***** SUPPLIED ENTRIES

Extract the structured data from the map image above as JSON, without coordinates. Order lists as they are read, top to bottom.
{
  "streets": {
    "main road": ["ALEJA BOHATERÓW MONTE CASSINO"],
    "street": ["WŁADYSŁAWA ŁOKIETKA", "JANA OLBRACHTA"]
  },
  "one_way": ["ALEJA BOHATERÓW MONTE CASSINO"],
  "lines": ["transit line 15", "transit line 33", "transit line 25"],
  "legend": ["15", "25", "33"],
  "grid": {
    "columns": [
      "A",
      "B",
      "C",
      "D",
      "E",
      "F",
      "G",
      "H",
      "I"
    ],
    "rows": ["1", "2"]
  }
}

**********

Please return the records above exactly as they are written.

> _OUTPUT OF THE EXERCISE_:
Extract the structured data from the map image above as JSON, without coordinates. Order lists as they are read, top to bottom.
{
  "streets": {
    "main road": ["ALEJA BOHATERÓW MONTE CASSINO"],
    "street": ["WŁADYSŁAWA ŁOKIETKA", "JANA OLBRACHTA"]
  },
  "one_way": ["ALEJA BOHATERÓW MONTE CASSINO"],
  "lines": ["transit line 15", "transit line 33", "transit line 25"],
  "legend": ["15", "25", "33"],
  "grid": {
    "columns": [
      "A",
      "B",
      "C",
      "D",
      "E",
      "F",
      "G",
      "H",
      "I"
    ],
    "rows": ["1", "2"]
  }
}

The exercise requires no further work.